Funny how we often spend more time, attention, money and energy on what we wear on on bodies that what we put in it to nourish and sustain it.

As a kid through to my twenties I was very slim with a superfast metabolism. I could eat what I liked without paying a price – or so it seemed.  It was only when I saw a doctor a couple of years ago I began to realise how unhealthy and damaging my diet was – even though I’d been vegetarian for many years. I thought she was going to tell me to cut down / out the sugar as I have a sweet tooth. The first thing she did say was to cut out takeaways and cut the packaged food which are full of salt.
 
Over the last few months I’ve really paid attention for the first time to the very low nutritional value of much (some say most) of what’s on our shelves.

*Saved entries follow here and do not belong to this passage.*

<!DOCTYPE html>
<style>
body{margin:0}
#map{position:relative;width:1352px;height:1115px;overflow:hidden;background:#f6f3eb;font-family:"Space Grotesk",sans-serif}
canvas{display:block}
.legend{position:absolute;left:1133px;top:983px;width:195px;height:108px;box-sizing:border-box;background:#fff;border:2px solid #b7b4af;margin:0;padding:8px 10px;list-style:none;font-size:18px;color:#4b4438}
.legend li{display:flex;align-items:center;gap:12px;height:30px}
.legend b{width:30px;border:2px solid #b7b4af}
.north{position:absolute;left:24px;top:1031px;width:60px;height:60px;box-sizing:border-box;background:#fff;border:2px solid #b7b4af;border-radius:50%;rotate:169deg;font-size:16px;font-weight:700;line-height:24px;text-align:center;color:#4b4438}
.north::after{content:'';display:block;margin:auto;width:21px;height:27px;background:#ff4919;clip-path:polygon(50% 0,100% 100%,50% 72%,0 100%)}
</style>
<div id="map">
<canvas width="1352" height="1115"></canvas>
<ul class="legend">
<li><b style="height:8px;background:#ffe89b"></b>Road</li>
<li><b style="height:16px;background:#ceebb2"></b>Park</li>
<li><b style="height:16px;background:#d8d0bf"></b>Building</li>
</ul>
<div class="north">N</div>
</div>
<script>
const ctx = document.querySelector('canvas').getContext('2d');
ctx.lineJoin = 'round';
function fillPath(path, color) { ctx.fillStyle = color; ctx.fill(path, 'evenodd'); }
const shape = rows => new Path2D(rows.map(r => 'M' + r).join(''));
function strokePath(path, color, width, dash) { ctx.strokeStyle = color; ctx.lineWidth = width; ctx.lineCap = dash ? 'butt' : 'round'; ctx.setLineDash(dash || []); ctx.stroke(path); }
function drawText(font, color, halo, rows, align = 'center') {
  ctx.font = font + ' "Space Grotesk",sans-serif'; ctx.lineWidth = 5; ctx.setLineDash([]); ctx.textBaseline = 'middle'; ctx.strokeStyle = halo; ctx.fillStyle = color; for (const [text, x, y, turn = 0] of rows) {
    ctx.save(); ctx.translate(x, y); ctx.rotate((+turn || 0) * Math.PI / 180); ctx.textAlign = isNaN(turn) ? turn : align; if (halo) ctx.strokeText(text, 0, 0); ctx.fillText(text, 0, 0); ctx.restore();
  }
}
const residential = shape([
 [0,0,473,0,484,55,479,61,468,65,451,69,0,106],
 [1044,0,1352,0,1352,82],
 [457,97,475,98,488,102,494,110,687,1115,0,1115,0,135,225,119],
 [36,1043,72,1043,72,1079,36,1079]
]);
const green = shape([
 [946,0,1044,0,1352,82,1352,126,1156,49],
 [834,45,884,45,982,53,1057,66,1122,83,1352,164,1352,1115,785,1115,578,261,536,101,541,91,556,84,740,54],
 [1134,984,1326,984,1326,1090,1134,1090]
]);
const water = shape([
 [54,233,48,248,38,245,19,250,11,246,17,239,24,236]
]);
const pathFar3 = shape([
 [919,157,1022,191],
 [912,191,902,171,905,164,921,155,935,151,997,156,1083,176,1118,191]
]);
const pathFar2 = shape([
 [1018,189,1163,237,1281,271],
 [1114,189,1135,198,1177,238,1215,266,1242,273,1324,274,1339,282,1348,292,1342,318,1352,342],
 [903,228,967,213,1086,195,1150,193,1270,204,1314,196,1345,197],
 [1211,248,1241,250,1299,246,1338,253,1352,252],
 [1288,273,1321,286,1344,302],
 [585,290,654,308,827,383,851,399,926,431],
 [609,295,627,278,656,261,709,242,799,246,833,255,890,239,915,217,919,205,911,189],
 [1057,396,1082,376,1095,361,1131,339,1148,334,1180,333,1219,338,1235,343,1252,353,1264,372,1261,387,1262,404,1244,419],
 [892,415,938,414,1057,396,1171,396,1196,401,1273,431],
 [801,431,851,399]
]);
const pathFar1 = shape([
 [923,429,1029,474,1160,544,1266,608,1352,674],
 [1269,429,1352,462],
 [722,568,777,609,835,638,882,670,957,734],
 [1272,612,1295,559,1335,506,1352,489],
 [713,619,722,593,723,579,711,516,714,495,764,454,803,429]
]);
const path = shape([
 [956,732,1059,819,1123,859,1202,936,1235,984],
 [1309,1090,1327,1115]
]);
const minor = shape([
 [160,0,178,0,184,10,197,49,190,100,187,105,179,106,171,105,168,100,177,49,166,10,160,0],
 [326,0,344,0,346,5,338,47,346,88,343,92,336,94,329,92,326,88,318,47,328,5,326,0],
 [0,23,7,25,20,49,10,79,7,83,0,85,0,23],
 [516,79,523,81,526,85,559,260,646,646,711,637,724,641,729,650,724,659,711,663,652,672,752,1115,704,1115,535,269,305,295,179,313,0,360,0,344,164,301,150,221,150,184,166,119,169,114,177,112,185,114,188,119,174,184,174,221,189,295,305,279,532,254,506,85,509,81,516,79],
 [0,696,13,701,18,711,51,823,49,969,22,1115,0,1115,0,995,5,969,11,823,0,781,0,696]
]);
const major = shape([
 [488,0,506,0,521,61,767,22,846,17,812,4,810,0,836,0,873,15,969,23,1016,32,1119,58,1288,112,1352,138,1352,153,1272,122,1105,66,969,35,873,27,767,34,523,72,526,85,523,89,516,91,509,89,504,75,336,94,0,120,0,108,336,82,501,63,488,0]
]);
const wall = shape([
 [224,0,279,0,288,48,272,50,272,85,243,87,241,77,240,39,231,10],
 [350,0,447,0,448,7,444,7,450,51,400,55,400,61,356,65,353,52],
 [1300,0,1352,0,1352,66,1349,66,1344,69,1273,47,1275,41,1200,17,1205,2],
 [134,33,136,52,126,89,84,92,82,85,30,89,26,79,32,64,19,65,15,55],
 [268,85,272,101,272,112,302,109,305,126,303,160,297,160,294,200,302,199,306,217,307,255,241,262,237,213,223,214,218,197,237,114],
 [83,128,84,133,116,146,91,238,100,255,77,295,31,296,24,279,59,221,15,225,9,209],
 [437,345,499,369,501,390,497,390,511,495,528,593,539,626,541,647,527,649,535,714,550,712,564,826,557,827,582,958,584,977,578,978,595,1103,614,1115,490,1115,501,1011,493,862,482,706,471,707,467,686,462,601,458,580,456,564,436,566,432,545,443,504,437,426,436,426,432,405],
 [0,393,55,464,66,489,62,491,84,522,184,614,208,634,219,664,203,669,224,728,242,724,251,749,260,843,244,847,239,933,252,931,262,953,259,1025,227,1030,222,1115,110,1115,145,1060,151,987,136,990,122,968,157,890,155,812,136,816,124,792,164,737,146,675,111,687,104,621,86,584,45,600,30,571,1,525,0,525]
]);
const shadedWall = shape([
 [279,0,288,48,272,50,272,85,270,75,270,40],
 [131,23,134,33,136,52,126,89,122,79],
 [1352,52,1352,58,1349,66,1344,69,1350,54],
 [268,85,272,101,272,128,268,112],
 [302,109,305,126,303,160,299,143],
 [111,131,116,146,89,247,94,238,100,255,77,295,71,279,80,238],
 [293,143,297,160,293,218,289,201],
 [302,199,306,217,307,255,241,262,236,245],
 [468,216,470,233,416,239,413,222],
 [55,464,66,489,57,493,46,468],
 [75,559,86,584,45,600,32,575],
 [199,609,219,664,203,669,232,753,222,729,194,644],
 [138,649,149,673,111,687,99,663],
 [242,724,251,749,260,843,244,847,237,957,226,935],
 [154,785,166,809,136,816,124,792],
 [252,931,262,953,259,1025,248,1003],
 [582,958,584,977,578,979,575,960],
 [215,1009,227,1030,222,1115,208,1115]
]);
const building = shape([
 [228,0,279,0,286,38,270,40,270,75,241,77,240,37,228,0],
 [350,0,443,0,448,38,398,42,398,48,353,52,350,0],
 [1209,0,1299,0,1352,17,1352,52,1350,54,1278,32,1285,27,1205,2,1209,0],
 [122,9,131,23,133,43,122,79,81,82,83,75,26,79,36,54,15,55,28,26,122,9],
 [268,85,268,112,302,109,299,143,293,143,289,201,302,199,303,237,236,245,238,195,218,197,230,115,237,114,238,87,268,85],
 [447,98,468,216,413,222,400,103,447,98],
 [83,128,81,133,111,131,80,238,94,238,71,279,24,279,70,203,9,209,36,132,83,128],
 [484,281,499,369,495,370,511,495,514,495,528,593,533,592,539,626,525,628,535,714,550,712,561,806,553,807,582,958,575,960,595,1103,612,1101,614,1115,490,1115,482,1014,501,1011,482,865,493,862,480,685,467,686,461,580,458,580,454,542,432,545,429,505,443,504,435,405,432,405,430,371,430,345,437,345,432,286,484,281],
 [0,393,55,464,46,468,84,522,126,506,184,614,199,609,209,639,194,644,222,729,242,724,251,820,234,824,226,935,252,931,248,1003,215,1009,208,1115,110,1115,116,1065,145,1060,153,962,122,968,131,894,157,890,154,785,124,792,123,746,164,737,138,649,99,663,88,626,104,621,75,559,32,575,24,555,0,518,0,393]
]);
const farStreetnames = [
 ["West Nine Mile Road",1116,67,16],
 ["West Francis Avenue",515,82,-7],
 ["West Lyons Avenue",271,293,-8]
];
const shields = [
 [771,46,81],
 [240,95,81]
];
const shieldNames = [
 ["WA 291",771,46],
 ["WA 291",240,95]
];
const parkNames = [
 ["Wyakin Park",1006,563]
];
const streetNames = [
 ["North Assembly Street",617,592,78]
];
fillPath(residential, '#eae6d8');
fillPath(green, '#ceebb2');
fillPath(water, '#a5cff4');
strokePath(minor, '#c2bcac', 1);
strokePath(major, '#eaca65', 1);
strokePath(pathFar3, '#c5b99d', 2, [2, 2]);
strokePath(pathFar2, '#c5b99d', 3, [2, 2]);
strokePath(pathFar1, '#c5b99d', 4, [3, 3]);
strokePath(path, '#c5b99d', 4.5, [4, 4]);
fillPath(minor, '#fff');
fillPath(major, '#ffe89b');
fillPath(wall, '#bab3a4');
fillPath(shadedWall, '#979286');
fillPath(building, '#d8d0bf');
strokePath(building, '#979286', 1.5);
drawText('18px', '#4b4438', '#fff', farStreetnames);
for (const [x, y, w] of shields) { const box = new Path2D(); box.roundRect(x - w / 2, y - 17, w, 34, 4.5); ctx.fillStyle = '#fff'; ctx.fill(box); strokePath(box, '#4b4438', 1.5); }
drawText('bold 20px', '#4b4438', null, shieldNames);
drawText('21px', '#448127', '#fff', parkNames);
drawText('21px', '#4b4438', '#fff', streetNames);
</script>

My best friend has encouraged me to eat 50% raw food and start juicing food for precisely these reasons.
 
So I decided to act on something I’d had in mind. Though I do and can cook, I – like many people – don’t often cook. I’d always said that the one luxury I might treat myself to one day is a personal chef to make me healthy nutritious meals. As chance would have it my neighbour grows much of her own produce and cooks healthy meals – I realised that I had found the candidate.
 
My lifestyle is busy and I realised it was worth paying someone to prepare me one healthy meal a day – usually lunch. I’ll then prepare a fairly healthy breakfast including fruit and have started having lighter evening meals. My diet is still not perfect and I still enjoy a cake, however my diet had improved drastically and my body spots the foods that have little or no nutritional value and is naturally guiding me to ease up on them. 

  • What’s your diet like?
  • What should you eat more of / less of?
  • What could work for you?
  • What simple changes could you make?